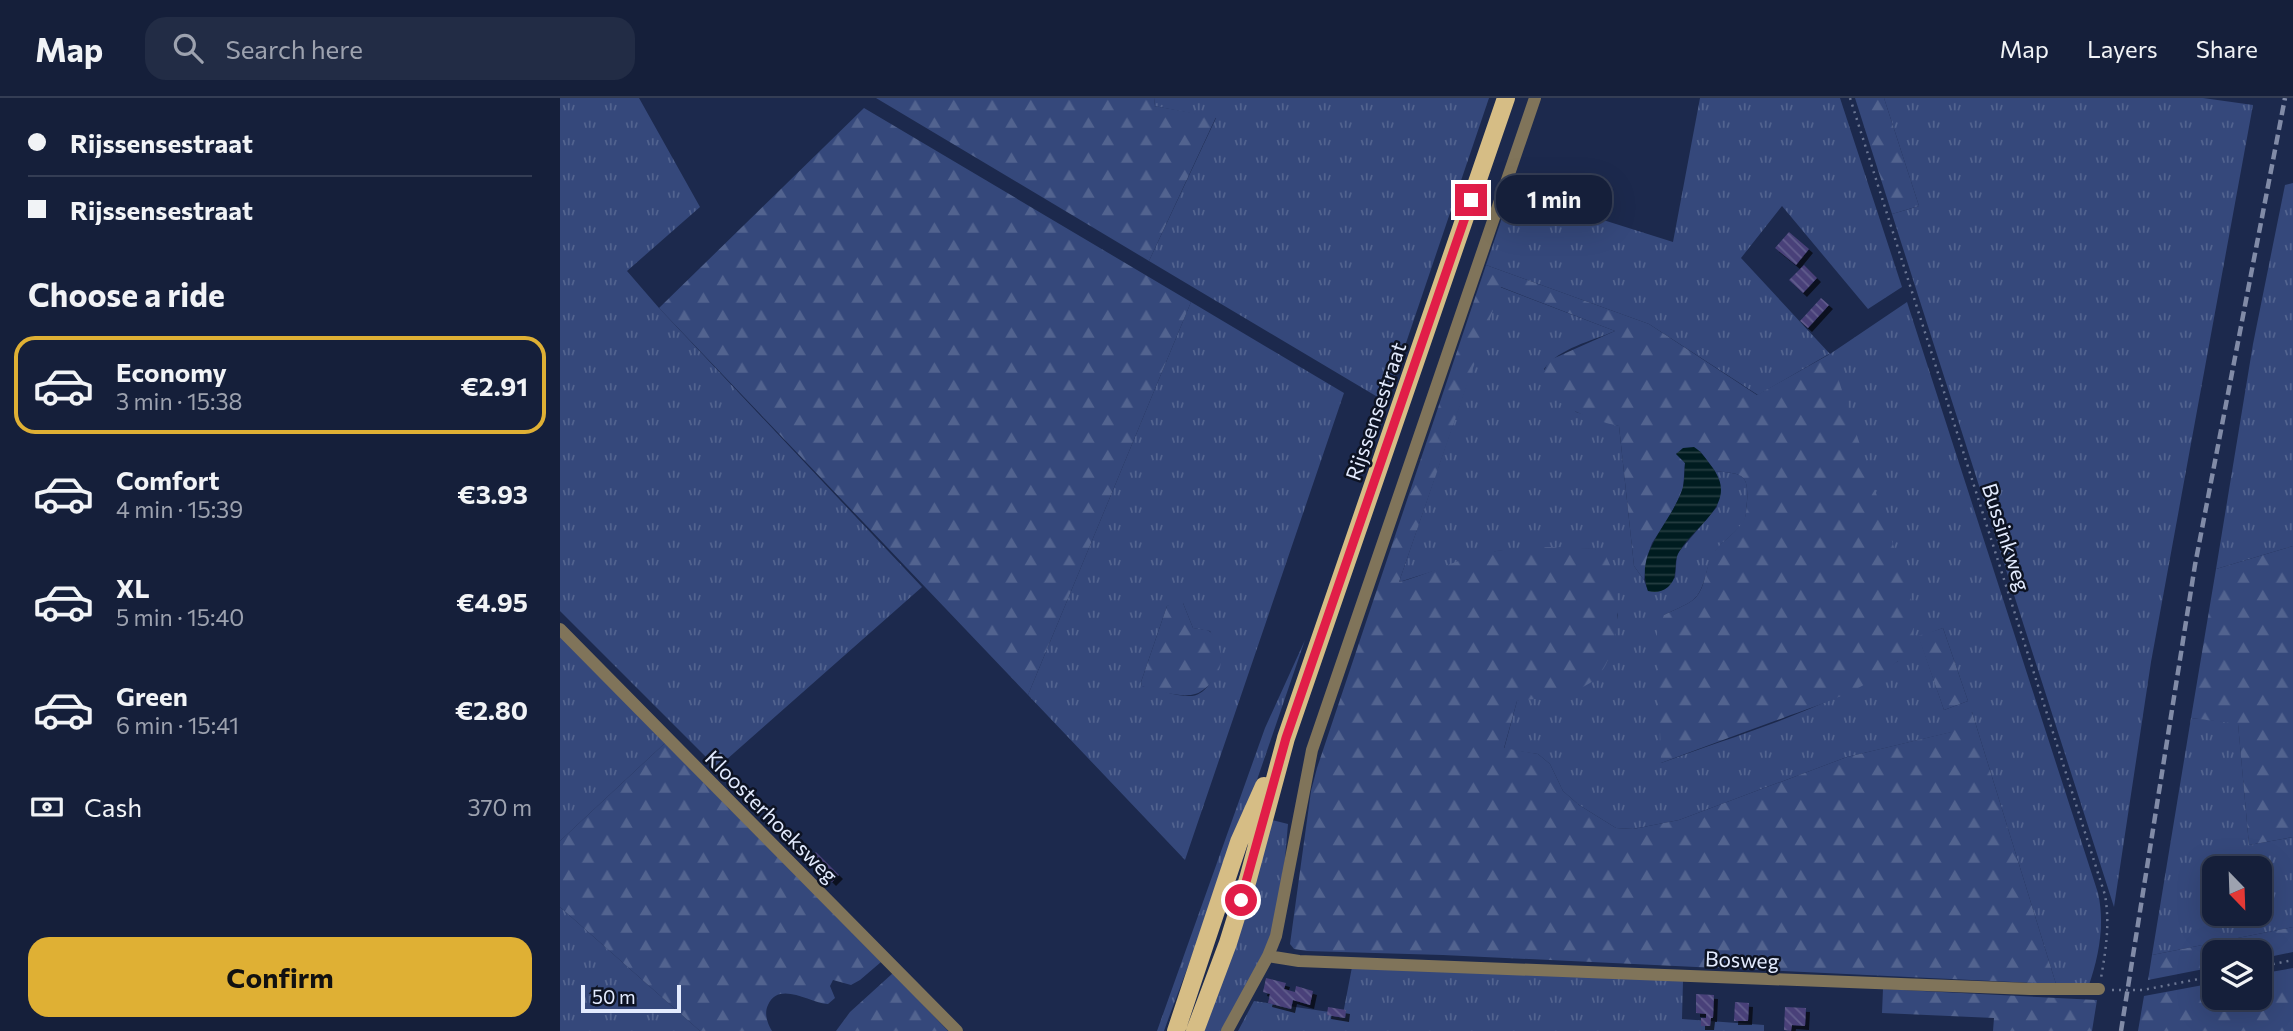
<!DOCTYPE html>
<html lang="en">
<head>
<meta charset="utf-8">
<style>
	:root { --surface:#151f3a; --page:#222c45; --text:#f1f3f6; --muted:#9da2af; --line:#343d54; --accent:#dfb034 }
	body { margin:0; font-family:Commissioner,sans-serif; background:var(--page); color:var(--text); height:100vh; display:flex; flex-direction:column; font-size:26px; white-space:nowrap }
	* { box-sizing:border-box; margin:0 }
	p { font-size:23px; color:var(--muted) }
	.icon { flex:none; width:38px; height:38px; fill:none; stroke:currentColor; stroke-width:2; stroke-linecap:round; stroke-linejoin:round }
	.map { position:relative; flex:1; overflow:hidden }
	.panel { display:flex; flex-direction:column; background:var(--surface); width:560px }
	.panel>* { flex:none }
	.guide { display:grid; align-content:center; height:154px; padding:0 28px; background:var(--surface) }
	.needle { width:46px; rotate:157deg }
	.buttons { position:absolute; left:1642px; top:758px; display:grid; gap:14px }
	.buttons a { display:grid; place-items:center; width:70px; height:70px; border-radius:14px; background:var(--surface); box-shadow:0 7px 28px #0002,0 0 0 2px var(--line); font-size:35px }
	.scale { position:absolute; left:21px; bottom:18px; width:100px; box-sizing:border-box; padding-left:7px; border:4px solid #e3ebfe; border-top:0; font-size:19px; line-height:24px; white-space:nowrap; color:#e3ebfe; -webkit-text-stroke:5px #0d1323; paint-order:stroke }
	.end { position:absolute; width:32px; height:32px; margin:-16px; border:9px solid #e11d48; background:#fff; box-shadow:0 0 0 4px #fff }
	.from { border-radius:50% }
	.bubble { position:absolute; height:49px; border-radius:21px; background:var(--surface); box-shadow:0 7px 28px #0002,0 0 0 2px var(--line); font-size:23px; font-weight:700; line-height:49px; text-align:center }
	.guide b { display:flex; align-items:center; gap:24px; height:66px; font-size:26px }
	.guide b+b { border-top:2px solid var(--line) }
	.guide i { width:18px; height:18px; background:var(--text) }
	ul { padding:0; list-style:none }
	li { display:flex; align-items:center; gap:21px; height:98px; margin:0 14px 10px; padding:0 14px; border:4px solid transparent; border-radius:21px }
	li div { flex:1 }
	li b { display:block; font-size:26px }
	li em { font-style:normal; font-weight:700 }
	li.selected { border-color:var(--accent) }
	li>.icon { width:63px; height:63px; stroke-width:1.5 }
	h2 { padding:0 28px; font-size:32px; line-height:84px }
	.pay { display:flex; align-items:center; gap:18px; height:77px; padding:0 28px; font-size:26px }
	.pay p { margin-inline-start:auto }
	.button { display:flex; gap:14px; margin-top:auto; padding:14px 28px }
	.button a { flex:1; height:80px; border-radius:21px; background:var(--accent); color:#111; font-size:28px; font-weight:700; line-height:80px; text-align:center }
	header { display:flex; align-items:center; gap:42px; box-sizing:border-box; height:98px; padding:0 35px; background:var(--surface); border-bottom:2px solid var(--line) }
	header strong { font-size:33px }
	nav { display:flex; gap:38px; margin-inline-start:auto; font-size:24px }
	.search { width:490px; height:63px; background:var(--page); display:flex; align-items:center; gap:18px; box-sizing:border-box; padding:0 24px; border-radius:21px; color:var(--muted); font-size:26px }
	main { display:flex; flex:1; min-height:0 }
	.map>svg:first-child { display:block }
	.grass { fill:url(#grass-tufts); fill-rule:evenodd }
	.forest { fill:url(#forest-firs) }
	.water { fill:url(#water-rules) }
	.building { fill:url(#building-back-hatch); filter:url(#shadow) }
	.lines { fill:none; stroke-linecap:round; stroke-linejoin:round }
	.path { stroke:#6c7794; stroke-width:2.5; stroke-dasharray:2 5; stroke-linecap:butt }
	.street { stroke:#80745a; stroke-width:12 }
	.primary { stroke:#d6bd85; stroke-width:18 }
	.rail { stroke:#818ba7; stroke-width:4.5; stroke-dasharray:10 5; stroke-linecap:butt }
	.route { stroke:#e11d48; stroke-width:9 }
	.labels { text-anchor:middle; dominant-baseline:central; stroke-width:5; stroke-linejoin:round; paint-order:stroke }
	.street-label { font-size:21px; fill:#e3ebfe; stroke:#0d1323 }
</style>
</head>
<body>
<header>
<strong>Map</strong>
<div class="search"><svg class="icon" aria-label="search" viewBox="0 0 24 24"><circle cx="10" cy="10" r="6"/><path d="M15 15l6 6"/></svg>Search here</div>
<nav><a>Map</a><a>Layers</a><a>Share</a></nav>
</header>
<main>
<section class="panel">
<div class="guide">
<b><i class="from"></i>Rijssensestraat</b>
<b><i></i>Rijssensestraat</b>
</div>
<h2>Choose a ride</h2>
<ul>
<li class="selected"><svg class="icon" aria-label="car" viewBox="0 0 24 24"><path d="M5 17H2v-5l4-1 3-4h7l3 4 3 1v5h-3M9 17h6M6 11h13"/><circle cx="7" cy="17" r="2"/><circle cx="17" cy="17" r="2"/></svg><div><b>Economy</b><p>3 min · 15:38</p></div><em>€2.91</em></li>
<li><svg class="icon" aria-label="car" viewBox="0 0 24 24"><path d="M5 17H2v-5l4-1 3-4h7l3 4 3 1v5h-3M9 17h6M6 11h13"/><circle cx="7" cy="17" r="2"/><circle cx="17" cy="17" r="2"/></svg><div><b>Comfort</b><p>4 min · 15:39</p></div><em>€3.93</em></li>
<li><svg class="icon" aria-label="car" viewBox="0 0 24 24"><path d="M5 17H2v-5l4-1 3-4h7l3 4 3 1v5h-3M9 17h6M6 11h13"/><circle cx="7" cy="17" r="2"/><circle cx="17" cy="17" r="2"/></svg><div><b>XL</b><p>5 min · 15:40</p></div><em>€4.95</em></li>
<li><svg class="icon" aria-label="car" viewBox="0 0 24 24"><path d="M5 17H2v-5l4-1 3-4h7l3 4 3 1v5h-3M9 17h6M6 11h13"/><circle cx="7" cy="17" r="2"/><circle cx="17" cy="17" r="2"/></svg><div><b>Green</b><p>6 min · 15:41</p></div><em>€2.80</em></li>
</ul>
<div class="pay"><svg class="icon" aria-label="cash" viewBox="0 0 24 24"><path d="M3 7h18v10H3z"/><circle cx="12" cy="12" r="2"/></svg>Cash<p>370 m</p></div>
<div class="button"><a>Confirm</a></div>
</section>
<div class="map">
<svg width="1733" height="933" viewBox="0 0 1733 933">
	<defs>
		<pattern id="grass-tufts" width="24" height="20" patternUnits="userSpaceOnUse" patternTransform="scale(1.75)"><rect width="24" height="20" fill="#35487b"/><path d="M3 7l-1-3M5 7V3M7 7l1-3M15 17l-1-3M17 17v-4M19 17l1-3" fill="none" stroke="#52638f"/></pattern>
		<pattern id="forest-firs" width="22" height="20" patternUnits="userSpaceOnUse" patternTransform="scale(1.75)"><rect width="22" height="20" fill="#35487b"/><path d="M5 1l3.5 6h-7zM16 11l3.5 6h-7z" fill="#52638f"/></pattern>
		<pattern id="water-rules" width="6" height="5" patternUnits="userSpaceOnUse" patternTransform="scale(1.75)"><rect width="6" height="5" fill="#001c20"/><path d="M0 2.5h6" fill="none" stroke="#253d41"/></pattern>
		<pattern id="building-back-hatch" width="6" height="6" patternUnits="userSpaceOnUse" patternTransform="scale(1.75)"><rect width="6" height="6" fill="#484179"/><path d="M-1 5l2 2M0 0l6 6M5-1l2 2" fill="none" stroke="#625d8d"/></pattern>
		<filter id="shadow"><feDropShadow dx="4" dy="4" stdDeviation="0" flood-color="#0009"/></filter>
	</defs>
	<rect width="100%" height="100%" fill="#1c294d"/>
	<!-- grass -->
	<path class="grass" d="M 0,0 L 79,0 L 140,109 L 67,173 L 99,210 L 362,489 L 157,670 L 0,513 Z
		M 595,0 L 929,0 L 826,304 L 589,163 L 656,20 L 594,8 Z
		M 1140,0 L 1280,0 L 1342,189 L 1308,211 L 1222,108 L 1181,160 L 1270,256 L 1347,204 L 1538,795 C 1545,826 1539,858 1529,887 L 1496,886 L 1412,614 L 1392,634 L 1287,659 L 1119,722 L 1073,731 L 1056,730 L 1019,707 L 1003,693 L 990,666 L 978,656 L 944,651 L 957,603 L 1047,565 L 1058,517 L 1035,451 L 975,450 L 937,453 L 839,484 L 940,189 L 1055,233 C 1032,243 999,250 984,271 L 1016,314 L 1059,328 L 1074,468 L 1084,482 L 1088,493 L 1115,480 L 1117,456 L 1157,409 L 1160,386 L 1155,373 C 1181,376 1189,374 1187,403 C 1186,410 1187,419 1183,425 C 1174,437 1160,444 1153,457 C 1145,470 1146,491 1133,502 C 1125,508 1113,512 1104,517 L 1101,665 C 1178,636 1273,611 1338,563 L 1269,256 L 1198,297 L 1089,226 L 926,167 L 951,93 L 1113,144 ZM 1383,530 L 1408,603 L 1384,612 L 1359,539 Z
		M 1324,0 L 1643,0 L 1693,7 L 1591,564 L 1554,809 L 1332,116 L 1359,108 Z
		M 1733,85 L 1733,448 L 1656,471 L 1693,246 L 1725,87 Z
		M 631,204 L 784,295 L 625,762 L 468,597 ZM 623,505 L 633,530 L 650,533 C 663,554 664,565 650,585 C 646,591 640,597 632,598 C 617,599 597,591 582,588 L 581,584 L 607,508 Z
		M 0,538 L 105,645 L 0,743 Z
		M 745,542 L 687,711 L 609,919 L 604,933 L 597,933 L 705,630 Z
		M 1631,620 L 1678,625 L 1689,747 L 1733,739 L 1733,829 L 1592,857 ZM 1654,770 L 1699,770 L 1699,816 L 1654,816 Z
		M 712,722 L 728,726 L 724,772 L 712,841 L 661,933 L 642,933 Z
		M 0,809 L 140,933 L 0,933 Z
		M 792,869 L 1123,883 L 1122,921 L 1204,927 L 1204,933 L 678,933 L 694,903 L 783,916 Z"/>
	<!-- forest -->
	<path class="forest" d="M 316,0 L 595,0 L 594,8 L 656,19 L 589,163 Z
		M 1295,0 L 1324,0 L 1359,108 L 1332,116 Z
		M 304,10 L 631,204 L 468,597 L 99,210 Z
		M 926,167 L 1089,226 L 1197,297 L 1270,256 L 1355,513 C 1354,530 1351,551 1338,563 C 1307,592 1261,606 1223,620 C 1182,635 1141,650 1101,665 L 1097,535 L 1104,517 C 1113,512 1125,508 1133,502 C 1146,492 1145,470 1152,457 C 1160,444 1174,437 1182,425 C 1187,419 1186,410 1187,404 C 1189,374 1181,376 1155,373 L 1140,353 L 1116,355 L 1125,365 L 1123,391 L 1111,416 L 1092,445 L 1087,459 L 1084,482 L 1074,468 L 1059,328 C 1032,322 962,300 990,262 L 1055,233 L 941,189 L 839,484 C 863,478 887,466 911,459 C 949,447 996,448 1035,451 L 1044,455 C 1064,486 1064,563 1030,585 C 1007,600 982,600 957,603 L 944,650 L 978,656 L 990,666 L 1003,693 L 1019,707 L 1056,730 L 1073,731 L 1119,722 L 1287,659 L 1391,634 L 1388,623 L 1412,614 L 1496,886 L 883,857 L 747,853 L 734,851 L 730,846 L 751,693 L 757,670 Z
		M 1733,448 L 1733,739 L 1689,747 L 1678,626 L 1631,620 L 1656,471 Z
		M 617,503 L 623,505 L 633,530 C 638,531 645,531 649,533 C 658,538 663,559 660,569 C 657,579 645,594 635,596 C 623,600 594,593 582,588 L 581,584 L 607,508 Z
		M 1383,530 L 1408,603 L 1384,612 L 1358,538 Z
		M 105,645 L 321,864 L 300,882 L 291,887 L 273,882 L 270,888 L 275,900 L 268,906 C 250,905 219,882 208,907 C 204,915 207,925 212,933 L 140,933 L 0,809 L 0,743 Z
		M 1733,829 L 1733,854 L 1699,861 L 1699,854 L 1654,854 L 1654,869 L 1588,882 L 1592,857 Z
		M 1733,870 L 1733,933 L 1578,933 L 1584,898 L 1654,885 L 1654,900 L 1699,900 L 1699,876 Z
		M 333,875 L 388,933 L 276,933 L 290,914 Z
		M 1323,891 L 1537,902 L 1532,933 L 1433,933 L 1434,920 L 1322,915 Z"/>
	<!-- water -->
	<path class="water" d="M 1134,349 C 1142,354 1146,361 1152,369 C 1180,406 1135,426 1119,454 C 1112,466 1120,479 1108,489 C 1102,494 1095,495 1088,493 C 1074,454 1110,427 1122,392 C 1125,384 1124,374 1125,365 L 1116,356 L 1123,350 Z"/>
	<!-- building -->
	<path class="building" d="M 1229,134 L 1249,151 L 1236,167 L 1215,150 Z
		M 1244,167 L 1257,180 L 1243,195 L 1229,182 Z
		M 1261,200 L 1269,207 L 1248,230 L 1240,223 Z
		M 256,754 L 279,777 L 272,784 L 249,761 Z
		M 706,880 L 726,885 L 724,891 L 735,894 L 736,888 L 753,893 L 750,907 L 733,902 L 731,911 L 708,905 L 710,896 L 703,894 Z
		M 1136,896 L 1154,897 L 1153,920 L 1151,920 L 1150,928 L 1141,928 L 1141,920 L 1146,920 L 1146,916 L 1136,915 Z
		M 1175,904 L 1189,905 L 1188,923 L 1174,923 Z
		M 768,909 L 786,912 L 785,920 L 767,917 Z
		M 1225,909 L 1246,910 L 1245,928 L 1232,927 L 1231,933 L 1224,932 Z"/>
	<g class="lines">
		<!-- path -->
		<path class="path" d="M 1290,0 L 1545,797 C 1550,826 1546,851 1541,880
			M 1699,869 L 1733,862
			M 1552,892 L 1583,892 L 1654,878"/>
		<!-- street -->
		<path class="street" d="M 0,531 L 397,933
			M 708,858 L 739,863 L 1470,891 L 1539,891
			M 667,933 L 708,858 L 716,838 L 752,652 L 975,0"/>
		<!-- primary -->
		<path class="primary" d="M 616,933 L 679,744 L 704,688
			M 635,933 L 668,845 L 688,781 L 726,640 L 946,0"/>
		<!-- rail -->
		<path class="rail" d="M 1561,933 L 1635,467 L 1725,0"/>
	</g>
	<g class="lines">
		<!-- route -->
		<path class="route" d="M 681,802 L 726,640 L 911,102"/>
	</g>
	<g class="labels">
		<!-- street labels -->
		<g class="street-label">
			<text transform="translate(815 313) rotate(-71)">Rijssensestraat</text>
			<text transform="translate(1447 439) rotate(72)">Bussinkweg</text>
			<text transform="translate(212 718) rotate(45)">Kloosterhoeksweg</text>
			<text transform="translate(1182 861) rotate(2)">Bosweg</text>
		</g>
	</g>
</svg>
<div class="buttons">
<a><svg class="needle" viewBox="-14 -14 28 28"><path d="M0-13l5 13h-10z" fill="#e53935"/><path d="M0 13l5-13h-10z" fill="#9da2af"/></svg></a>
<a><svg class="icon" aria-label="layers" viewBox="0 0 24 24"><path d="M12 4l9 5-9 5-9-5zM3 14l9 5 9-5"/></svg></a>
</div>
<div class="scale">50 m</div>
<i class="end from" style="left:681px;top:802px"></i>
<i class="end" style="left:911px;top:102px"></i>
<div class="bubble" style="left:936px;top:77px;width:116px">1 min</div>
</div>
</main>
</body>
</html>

(What the task requires): Everything above from the line with "M 792,869 L" to the line with "M 304,10 L 631,204 L 468,597 L 99,210 Z", both included, must be repeated exactly, and nothing outside that range.

(Answer section):
		M 792,869 L 1123,883 L 1122,921 L 1204,927 L 1204,933 L 678,933 L 694,903 L 783,916 Z"/>
	<!-- forest -->
	<path class="forest" d="M 316,0 L 595,0 L 594,8 L 656,19 L 589,163 Z
		M 1295,0 L 1324,0 L 1359,108 L 1332,116 Z
		M 304,10 L 631,204 L 468,597 L 99,210 Z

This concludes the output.